Devo confessar que no inicio aquilo também me incomodava:
“O que ela quer com isso?” ”Está procurando um motivo para me processar?” “Não confia em nós?”                              “Se não está contente com o tratamento do serviço público, então que vá procurar um hospital particular.”                      O caderno escolar e a caneta esferográfica constituíam nítida barreira para o estabelecimento de uma relação médico-paciente satisfatória entre ela e toda a equipe.

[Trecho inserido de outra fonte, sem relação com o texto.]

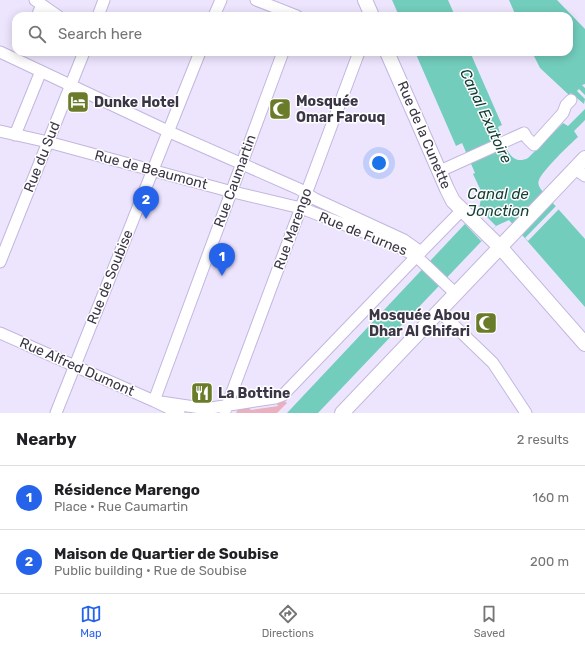 <!DOCTYPE html>
<html lang="en">
<head>
<meta charset="utf-8">
<style>
  :root { --surface:#fff; --page:#f6f6f6; --text:#202124; --muted:#757577; --line:#e0e0e0; --accent:#2563eb }
  body { margin:0; font-family:Rubik,sans-serif; background:var(--page); color:var(--text) }
  .you { position:absolute; left:379px; top:163px; width:14px; height:14px; margin:-10px; border:3px solid #fff; border-radius:50%; background:#1a73e8; box-shadow:0 0 0 6px #1a73e833 }
  .badge { display:grid; place-items:center; width:26px; height:26px; border-radius:50%; background:var(--accent); color:#fff; font-size:13px; font-weight:700 }
  .pin { position:absolute; translate:-50% -33px; filter:drop-shadow(0 1px 2px #0008) }
  .pin::after { content:''; position:absolute; top:21px; width:14px; height:12px; background:inherit; clip-path:polygon(0 0,100% 0,50% 100%) }
  .list { margin:0; padding:0; list-style:none }
  h2 { display:flex; justify-content:space-between; align-items:center; height:52px; margin:0; padding:0 16px; font-size:17px }
  h2 small { font-size:13px; font-weight:400; color:var(--muted) }
  .list li { display:grid; grid-template-columns:26px 1fr auto; gap:12px; align-items:center; box-sizing:border-box; height:64px; padding:0 16px; border-top:1px solid var(--line) }
  .list b { display:block; font-size:15px; white-space:nowrap }
  .list p { margin:0; font-size:13px; white-space:nowrap; color:var(--muted) }
  .list em { font-size:13px; font-style:normal; color:var(--muted) }
  .icon { flex:none; width:22px; height:22px; fill:none; stroke:currentColor; stroke-width:2; stroke-linecap:round; stroke-linejoin:round }
  .map { position:relative; flex:none; width:585px; height:413px; overflow:hidden }
  .search { position:absolute; background:var(--surface); box-shadow:0 2px 10px #0003; left:12px; right:12px; top:12px; height:44px; display:flex; align-items:center; gap:10px; box-sizing:border-box; padding:0 14px; border-radius:12px; color:var(--muted); font-size:15px }
  .sheet { height:180px; background:var(--surface) }
  nav { display:flex; justify-content:space-around; align-items:center; box-sizing:border-box; height:56px; border-top:1px solid var(--line); background:var(--surface); font-size:11px; color:var(--muted) }
  nav a { display:grid; justify-items:center; gap:2px }
  nav .on { color:var(--accent) }
  .map>svg:first-child { display:block }
  .green { fill:#eab0c0 }
  .water { fill:#72cdbc }
  .pier { fill:#ede5fe }
  .lines { fill:none; stroke-linecap:round; stroke-linejoin:round }
  .minor-casing { stroke:#c3b6df; stroke-width:13 }
  .major-casing { stroke:#c3b6df; stroke-width:16 }
  .minor { stroke:#fff; stroke-width:11 }
  .major { stroke:#fff; stroke-width:14 }
  .labels { text-anchor:middle; dominant-baseline:central; stroke-width:3; stroke-linejoin:round; paint-order:stroke }
  .poi-label { font-size:14px; font-weight:bold; fill:#3b3646; stroke:#fff; text-anchor:start }
  .street-label { font-size:14px; fill:#3b3646; stroke:#fff }
  .water-label { font-size:15px; font-style:italic; fill:#123d35; stroke:#fff }
</style>
</head>
<body>
<div class="map">
<svg width="585" height="413" viewBox="0 0 585 413">
  <rect width="100%" height="100%" fill="#ede5fe"/>
  <path class="green" d="M282 399 287 403 277 413H236L238 409 247 405 251 410 278 406 275 400Z"/>
  <path class="water" d="M392 0H448L455 16H399Z
    M509 0H557L585 29V84L582 85 585 88V95L579 89 577 91 585 99 584 104 571 93 569 95 540 68 532 52H569V16H516Z
    M415 52H470L502 125 498 127C503 140 509 168 528 158L563 123 568 126 585 109V120L574 131 578 137C570 144 541 172 539 180 537 185 540 188 543 192L585 239V307L509 220 496 226 318 413H287L479 209 482 193 473 174 475 173 462 143 456 146Z"/>
  <path class="pier" d="M556 206 559 209 528 241 525 238Z
    M479 209 496 226 481 241 465 224Z"/>
  <g class="lines">
    <g class="minor-casing">
      <path id="minor" d="M35 0 58 16
        M256 0 297 16
        M37 16 42 5
        M98 16 104 0
        M214 16 221 0
        M0 52 174 134 299 189 315 199 404 240 421 252
        M0 131 48 142 225 190 301 208 387 241 416 256 456 294
        M15 135 41 71
        M575 169 585 176
        M440 171 524 133 527 138 534 145 563 113 566 105 571 100
        M0 262 84 52
        M439 311 493 363 526 413
        M0 333 154 401 179 413
        M154 401 201 408H211L275 398 283 395 412 261 462 210
        M154 401 283 52
        M225 411 359 52
        M56 413 200 52"/>
    </g>
    <g class="major-casing">
      <path id="major" d="M365 0 372 16
        M387 52 417 120 447 189 453 201 501 248 585 344
        M342 413 585 158"/>
    </g>
    <use href="#minor" class="minor"/>
    <use href="#major" class="major"/>
  </g>
  <defs>
    <g id="hotel-square" transform="scale(1.15)"><rect x="-9" y="-9" width="18" height="18" rx="4" fill="#6a7b29" stroke="#fff"/><path d="M-6-4.5h1.5V1H6V5H4.5V3h-9V5H-6ZM-4 0a1.8 1.8 0 1 1 3.6 0ZM.5 0V-2.5h3Q6-2.5 6 0Z" fill="#fff"/></g>
    <g id="mosque-square" transform="scale(1.15)"><rect x="-9" y="-9" width="18" height="18" rx="4" fill="#6a7b29" stroke="#fff"/><path d="M3.5-4.9A6 6 0 1 0 3.5 4.9A5 5 0 1 1 3.5-4.9Z" fill="#fff"/></g>
    <g id="restaurant-square" transform="scale(1.15)"><rect x="-9" y="-9" width="18" height="18" rx="4" fill="#6a7b29" stroke="#fff"/><path d="M-5-6h1v4h1v-4h1v4h1v-4h1v5L-1.5 .5V6h-2V.5L-5-1ZM5-6V6H3V1.5H1.5Q1.5-4 5-6Z" fill="#fff"/></g>
  </defs>
  <g fill-rule="evenodd">
    <use href="#hotel-square" x="78" y="102"/>
    <use href="#mosque-square" x="280" y="109"/>
    <use href="#mosque-square" x="486" y="323"/>
    <use href="#restaurant-square" x="202" y="393"/>
  </g>
  <g class="labels">
    <g class="poi-label">
      <text x="296" y="101">Mosquée<tspan x="296" dy="16">Omar Farouq</tspan></text>
      <text x="94" y="102">Dunke Hotel</text>
      <text x="470" y="315" text-anchor="end">Mosquée Abou<tspan x="470" dy="16">Dhar Al Ghifari</tspan></text>
      <text x="218" y="393">La Bottine</text>
    </g>
    <g class="street-label">
      <text transform="translate(424 135) rotate(67)">Rue de la Cunette</text>
      <text transform="translate(42 157) rotate(-68)">Rue du Sud</text>
      <text transform="translate(151 170) rotate(15)">Rue de Beaumont</text>
      <text transform="translate(235 181) rotate(-70)">Rue Caumartin</text>
      <text transform="translate(293 229) rotate(-70)">Rue Marengo</text>
      <text transform="translate(363 234) rotate(22)">Rue de Furnes</text>
      <text transform="translate(110 277) rotate(-68)">Rue de Soubise</text>
      <text transform="translate(77 367) rotate(24)">Rue Alfred Dumont</text>
    </g>
    <g class="water-label">
      <text transform="translate(486 116) rotate(65)">Canal Exutoire</text>
      <text x="498" y="194">Canal de<tspan x="498" dy="17">Jonction</tspan></text>
    </g>
  </g>
</svg>
<div class="you"></div>
<div class="pin badge" style="left:222px;top:276px">1</div>
<div class="pin badge" style="left:146px;top:219px">2</div>
<div class="search"><svg class="icon" aria-label="search" viewBox="0 0 24 24"><circle cx="10" cy="10" r="6"/><path d="M15 15l6 6"/></svg>Search here</div>
</div>
<section class="sheet">
<h2>Nearby<small>2 results</small></h2>
<ul class="list">
<li><span class="badge">1</span><div><b>Résidence Marengo</b><p>Place · Rue Caumartin</p></div><em>160 m</em></li>
<li><span class="badge">2</span><div><b>Maison de Quartier de Soubise</b><p>Public building · Rue de Soubise</p></div><em>200 m</em></li>
</ul>
</section>
<nav>
<a class="on"><svg class="icon" aria-label="map" viewBox="0 0 24 24"><path d="M3 6l6-2 6 2 6-2v14l-6 2-6-2-6 2zM9 4v14M15 6v14"/></svg>Map</a>
<a><svg class="icon" aria-label="directions" viewBox="0 0 24 24"><path d="M12 3l9 9-9 9-9-9zM9 14v-3h6M13 9l2 2-2 2"/></svg>Directions</a>
<a><svg class="icon" aria-label="saved" viewBox="0 0 24 24"><path d="M7 4h10v16l-5-4-5 4z"/></svg>Saved</a>
</nav>
</body>
</html>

Contudo, à medida que o tempo passou acabei conhecendo melhor a pessoa por detrás do caderno, e fiquei convicto de que não havia intenções desonestas ou inconfessáveis escondidas naquele comportamento. Apesar de eu nunca ter perguntado porque ela fazia as anotações, procurei imaginar as suas razões:
“Queria lembrar-se exatamente do que foi falado.”
“Queria poder transmitir aos familiares, informações acerca da sua condição da maneira mais exata possível.”
“Queria comparar a coerência das explicações dos diferentes médicos.” Afinal, com frequência médicos falam coisas contraditórias, não apenas quando comparados entre si, como também um mesmo indivíduo ao longo do tempo.
“Queria se assegurar de não cometer erros na observação das orientações do tratamento.”

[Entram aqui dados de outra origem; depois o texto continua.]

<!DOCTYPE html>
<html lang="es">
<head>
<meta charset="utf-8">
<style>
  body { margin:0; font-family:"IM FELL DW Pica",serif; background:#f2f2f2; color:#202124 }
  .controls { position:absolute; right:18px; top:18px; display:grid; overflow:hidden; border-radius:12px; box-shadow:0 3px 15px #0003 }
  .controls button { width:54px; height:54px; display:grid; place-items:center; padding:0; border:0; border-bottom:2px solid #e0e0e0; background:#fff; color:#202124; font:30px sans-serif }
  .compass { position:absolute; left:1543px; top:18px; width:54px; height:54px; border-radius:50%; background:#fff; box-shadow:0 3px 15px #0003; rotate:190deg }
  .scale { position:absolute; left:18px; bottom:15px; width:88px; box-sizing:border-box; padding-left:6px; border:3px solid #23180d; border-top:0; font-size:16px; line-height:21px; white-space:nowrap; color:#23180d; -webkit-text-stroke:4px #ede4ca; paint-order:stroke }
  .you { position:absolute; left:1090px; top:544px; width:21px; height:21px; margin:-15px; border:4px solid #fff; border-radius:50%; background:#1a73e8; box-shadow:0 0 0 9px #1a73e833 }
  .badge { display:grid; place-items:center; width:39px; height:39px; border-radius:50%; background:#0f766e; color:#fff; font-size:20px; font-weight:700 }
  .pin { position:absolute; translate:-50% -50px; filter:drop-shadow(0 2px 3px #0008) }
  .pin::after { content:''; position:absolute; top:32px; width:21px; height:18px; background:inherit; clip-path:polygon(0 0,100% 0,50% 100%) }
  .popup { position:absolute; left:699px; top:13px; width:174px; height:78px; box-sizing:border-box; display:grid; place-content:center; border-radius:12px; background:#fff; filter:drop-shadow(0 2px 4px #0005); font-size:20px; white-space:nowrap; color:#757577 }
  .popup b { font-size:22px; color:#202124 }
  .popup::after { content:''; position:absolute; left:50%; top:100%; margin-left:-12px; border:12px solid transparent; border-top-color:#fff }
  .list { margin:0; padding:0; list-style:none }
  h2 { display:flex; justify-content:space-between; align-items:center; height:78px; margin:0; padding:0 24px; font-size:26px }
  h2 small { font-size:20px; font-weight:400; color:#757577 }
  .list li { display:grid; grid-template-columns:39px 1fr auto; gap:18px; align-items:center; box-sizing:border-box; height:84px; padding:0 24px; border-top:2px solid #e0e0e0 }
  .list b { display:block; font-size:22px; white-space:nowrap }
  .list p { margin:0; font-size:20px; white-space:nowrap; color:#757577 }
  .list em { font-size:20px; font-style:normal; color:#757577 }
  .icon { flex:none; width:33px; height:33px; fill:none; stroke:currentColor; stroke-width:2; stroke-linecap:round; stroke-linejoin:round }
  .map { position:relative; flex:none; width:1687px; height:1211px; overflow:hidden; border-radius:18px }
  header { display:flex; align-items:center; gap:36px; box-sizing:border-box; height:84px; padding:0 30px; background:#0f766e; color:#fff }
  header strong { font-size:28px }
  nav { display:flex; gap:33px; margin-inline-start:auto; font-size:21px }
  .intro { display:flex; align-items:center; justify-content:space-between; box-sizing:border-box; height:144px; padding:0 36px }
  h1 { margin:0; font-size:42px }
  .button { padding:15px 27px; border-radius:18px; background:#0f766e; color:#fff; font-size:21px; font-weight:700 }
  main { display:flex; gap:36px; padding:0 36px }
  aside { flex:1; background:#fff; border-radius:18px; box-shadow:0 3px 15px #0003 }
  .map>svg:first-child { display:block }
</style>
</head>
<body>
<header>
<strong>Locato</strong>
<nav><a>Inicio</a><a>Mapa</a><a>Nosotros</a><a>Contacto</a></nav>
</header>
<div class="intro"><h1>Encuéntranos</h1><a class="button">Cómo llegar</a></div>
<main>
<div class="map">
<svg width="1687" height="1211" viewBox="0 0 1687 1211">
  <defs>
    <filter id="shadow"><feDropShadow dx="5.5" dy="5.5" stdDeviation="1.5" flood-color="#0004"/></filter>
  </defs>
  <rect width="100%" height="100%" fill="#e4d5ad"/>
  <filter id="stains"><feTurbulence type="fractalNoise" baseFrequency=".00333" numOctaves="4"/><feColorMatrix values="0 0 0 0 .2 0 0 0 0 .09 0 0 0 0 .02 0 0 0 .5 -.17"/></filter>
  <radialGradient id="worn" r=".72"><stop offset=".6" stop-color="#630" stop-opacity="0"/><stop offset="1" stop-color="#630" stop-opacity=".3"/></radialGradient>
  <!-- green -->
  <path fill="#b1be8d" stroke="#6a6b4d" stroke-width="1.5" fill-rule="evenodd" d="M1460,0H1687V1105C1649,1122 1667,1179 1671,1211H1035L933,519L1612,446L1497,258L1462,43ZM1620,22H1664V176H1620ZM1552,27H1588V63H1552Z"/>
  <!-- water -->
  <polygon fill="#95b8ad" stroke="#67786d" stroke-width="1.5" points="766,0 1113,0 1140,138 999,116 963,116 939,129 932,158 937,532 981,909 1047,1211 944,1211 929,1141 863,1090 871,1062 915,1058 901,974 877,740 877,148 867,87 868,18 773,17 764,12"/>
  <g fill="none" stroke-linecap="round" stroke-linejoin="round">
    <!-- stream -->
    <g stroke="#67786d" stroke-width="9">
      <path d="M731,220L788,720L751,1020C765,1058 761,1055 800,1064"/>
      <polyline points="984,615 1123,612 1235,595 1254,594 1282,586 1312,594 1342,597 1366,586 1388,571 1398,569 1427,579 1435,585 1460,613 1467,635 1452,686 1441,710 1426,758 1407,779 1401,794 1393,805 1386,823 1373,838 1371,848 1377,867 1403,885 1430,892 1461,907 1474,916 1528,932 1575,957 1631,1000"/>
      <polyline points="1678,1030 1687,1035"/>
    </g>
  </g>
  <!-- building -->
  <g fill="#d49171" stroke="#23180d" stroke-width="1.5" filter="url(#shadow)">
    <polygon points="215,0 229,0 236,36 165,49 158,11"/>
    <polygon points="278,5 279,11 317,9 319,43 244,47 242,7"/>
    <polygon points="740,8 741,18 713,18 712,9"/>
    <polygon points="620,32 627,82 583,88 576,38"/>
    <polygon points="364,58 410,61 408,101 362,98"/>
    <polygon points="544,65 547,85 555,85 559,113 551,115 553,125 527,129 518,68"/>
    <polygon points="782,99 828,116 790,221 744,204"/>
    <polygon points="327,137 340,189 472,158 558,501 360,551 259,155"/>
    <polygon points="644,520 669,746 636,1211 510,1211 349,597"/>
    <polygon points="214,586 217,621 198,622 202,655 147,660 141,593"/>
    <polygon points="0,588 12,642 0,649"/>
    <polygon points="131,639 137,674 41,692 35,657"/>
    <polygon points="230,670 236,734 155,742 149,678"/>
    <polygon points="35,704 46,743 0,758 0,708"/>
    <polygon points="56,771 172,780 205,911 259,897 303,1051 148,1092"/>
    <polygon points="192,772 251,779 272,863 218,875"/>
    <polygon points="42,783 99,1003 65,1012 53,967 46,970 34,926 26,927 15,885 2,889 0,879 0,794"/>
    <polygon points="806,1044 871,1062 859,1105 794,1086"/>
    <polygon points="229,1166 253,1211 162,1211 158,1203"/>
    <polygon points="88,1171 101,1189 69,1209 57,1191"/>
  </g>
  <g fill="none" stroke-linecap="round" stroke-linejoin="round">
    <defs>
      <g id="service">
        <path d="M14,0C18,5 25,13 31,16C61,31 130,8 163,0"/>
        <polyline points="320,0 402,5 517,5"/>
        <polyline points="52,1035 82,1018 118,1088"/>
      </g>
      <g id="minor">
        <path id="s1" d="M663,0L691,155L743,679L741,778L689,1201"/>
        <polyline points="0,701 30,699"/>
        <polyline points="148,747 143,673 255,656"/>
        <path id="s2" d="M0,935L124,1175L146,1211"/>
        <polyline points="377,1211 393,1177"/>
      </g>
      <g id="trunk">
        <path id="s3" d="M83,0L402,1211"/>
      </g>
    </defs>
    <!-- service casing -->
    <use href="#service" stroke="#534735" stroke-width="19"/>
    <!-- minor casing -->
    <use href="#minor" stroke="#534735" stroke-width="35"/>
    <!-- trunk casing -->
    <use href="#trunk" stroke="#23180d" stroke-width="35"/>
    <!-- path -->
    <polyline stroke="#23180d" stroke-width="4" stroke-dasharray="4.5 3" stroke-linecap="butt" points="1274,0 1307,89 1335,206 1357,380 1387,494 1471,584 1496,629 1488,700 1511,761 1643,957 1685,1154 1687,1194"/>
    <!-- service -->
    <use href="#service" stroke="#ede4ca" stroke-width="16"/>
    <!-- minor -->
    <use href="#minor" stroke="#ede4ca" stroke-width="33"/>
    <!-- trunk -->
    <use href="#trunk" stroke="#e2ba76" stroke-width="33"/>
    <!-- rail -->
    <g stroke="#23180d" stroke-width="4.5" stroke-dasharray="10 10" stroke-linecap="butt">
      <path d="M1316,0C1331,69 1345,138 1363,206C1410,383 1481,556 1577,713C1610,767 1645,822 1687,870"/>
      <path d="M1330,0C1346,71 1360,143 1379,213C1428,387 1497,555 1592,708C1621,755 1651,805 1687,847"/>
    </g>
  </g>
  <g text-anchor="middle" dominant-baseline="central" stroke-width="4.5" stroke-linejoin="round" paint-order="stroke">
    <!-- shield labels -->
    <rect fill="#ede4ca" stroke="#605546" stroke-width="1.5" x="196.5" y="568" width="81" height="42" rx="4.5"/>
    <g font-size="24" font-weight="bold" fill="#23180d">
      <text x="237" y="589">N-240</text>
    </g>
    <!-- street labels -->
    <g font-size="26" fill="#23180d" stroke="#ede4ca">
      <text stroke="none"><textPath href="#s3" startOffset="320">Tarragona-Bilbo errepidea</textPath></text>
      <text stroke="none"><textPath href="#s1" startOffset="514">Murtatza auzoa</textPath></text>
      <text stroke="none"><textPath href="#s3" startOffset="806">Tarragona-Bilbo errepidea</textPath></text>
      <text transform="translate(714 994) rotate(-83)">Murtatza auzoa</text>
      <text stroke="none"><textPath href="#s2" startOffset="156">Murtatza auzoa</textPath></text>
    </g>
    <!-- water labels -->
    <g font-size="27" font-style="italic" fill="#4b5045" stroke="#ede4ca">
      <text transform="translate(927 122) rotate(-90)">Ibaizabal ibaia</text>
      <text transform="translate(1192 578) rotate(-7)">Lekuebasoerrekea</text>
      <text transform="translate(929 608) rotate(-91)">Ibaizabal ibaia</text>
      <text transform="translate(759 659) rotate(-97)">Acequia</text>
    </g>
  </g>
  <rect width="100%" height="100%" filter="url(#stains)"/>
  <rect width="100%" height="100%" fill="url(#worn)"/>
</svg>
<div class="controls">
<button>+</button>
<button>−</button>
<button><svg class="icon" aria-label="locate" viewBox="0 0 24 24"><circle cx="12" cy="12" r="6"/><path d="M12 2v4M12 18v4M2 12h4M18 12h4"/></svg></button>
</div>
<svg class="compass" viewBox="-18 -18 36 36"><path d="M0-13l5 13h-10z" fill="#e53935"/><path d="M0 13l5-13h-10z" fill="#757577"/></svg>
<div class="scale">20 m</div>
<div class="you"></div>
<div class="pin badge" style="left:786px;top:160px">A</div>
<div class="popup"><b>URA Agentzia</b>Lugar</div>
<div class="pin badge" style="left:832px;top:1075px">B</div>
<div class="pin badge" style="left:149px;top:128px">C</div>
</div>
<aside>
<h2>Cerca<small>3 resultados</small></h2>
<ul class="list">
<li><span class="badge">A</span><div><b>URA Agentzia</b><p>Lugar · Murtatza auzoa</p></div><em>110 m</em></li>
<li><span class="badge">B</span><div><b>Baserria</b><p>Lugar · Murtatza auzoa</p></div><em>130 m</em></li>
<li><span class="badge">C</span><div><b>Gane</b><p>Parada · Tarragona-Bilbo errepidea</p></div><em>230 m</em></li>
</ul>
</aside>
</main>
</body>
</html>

É verdade que eu pensava duas vezes antes de falar alguma coisa importante sobre a doença para aquela doente, mas como sempre acreditei que a honestidade e transparência são as melhores políticas com os pacientes, acabei me acostumando com as anotações e me desencanei do “caderninho”.

Infelizmente honestidade e transparência demandam tempo e atenção a serem dados, artigos escassos nos serviços de saúde dos dias de hoje.

Seja como for, ao longo dos anos acabou surgindo uma parceria entre mim e a “doente do caderninho”, de tal modo que em todas as consultas ela acabava pedindo para me ver, momento em que eu procurava transmitir otimismo e consolo para um ser humano com doença irreversível e terminal. Acho que parte dessa cumplicidade pode ter nascido do fato de ambos sermos professores, ainda que atuando em campos diversos.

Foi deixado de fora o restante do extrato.